» **WHAT TO DO**
Each line containing the word "space" must be copied from the material below.

» **DATASET**

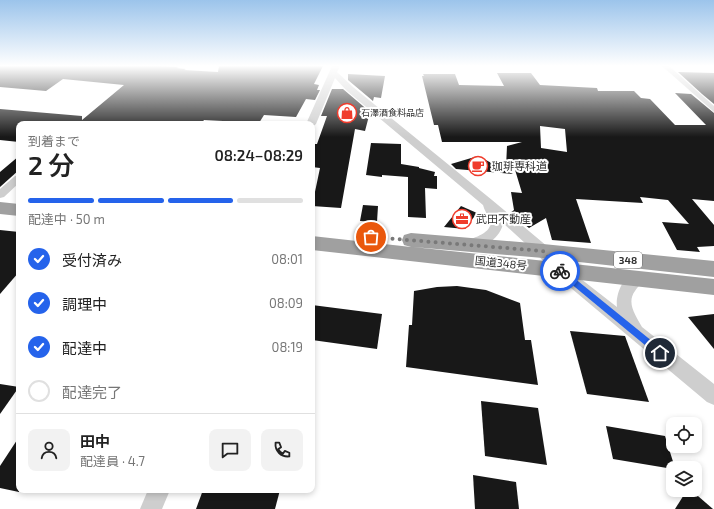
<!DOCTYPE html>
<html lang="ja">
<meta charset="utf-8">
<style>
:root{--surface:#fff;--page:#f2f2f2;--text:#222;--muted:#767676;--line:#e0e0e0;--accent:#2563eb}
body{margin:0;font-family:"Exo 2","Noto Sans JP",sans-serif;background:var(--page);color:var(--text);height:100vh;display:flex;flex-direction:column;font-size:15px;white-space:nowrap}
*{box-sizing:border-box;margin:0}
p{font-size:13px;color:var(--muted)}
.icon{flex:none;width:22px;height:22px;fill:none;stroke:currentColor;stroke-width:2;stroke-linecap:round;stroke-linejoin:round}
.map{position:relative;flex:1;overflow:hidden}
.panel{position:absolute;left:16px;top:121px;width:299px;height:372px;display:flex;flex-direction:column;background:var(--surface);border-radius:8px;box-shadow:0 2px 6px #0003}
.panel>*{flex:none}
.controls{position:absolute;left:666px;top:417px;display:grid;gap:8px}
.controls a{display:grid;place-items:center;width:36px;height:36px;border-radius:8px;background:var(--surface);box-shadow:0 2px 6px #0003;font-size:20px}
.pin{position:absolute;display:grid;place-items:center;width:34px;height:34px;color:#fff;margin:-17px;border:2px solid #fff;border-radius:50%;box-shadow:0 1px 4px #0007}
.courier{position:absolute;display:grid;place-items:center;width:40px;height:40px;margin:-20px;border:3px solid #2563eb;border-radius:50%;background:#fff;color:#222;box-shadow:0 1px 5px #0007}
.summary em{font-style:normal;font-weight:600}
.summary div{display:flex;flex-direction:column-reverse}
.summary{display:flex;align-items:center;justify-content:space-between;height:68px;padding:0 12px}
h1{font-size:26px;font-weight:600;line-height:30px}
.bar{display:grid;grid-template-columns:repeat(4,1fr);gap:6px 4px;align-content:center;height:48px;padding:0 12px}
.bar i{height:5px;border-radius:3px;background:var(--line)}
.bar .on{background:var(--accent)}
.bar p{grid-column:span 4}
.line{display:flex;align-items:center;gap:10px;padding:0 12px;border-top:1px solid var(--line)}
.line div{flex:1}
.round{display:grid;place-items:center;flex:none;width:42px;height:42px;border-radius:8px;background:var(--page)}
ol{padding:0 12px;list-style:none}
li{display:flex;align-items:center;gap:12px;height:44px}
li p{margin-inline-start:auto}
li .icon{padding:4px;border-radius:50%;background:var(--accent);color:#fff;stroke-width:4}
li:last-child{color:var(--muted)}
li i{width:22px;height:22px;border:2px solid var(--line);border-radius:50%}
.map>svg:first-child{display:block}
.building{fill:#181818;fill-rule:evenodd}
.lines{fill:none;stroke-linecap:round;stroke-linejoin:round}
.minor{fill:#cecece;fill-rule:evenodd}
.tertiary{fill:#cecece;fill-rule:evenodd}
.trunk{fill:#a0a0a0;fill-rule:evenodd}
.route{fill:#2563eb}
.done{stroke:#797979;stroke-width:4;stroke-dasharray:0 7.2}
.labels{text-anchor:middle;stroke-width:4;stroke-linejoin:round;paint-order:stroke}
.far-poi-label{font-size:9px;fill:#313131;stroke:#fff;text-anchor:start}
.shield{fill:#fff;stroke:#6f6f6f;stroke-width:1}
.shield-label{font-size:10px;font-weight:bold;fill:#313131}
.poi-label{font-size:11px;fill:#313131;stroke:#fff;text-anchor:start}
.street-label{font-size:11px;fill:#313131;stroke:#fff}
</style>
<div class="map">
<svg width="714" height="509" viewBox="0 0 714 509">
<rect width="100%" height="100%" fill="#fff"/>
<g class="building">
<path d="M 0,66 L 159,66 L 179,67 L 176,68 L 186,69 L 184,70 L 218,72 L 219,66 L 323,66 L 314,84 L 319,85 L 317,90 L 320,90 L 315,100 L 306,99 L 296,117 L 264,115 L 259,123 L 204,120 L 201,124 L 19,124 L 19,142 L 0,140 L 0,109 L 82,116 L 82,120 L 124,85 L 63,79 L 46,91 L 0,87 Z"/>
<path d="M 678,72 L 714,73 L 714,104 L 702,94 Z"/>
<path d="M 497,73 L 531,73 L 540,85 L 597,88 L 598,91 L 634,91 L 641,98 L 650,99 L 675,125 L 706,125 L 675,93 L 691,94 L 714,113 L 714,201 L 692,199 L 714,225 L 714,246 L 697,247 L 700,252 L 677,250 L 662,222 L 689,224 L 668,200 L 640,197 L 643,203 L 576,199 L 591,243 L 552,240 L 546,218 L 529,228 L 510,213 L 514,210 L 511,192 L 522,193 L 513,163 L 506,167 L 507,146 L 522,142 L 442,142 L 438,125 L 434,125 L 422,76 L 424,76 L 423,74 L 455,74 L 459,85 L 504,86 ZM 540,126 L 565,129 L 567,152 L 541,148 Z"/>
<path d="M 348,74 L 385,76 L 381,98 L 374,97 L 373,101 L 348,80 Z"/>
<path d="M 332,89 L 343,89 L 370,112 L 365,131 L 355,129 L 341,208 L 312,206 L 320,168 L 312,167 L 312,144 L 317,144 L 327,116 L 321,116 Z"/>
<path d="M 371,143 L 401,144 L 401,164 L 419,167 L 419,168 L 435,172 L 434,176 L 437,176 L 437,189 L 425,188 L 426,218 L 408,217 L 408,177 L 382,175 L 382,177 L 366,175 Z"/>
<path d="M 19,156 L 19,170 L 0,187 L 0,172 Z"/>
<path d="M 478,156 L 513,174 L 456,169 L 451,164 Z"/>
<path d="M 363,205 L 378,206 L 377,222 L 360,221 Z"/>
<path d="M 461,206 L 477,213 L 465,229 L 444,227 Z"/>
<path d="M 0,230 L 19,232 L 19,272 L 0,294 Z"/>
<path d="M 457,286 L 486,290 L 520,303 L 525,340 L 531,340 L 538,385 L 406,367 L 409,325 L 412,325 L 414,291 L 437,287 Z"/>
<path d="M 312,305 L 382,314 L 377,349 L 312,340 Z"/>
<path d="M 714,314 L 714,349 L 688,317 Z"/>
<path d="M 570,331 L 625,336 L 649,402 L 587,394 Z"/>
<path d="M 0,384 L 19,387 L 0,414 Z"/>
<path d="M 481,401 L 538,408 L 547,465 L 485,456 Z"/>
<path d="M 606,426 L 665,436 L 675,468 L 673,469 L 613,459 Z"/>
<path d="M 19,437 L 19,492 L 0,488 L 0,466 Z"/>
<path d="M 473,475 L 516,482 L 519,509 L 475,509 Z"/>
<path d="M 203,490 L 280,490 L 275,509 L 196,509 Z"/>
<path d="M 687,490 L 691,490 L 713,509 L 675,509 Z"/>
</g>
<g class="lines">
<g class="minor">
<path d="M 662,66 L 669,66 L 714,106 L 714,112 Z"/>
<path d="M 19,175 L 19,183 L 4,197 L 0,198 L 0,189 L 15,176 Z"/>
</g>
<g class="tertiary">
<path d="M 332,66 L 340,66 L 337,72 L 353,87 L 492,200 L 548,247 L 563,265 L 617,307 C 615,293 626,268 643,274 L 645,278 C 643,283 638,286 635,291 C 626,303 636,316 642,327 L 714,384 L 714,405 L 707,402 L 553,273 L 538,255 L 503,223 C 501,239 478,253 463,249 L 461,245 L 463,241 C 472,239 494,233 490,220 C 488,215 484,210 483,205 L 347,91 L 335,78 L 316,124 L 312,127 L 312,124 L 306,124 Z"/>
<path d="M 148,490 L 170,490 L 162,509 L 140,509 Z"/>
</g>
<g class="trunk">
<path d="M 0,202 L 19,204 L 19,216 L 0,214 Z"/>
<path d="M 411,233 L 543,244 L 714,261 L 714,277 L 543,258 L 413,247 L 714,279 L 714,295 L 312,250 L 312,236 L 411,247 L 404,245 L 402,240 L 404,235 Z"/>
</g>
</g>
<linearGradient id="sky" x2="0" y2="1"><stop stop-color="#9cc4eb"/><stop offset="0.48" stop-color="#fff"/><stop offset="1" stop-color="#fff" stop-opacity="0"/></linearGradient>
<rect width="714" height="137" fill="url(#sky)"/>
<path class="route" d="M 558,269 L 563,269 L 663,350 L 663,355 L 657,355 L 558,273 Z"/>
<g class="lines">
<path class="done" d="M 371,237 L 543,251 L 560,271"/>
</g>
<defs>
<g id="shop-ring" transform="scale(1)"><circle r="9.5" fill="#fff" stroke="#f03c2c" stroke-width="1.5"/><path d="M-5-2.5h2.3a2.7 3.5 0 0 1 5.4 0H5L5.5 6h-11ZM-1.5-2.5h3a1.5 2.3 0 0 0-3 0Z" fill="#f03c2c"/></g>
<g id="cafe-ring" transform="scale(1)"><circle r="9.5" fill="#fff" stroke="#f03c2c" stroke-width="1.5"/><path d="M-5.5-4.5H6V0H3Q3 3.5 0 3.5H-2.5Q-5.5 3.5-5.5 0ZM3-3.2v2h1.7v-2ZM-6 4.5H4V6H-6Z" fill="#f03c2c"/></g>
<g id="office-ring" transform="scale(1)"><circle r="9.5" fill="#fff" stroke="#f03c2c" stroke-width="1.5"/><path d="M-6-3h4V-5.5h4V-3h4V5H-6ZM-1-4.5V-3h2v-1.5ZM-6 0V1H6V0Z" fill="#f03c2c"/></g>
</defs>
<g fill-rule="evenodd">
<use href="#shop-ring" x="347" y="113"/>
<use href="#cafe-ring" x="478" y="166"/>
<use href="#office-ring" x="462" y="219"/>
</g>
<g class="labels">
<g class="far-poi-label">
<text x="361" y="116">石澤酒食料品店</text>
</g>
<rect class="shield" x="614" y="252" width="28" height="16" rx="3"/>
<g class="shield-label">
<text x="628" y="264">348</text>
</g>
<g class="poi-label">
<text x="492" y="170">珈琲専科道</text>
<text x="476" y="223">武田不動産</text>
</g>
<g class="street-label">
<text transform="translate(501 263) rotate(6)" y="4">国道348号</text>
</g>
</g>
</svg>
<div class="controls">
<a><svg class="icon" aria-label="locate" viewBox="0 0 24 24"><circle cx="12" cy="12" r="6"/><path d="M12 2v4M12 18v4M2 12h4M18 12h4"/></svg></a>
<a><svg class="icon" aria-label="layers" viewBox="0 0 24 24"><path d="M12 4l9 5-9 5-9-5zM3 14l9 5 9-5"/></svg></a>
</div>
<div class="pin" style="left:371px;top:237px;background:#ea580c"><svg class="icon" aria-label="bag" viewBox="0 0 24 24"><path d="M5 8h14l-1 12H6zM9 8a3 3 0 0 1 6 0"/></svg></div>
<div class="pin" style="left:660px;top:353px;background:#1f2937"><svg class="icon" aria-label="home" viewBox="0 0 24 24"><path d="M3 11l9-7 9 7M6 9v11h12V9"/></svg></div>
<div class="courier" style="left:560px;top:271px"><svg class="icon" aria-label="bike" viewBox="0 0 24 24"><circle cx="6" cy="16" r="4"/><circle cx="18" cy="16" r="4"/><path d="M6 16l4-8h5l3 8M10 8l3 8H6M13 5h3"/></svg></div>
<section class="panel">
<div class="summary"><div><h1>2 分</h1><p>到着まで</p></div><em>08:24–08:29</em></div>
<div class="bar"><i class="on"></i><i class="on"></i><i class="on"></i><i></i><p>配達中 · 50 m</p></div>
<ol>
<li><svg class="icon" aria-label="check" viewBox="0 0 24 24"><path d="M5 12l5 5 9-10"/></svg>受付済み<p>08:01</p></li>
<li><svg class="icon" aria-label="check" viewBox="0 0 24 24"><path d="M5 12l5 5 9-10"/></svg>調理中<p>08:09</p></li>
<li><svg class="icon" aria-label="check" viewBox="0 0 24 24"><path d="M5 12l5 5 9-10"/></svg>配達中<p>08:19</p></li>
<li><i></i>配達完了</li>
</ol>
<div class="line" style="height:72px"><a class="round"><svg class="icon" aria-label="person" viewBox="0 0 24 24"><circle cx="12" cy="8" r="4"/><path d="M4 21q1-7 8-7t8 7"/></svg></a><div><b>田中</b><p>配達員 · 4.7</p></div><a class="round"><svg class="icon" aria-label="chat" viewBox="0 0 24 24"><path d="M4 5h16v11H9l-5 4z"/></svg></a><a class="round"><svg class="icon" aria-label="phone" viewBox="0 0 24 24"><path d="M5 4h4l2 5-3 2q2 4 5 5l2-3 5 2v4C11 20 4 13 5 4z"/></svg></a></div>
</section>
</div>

» **OUTPUT**
body{margin:0;font-family:"Exo 2","Noto Sans JP",sans-serif;background:var(--page);color:var(--text);height:100vh;display:flex;flex-direction:column;font-size:15px;white-space:nowrap}
.summary{display:flex;align-items:center;justify-content:space-between;height:68px;padding:0 12px}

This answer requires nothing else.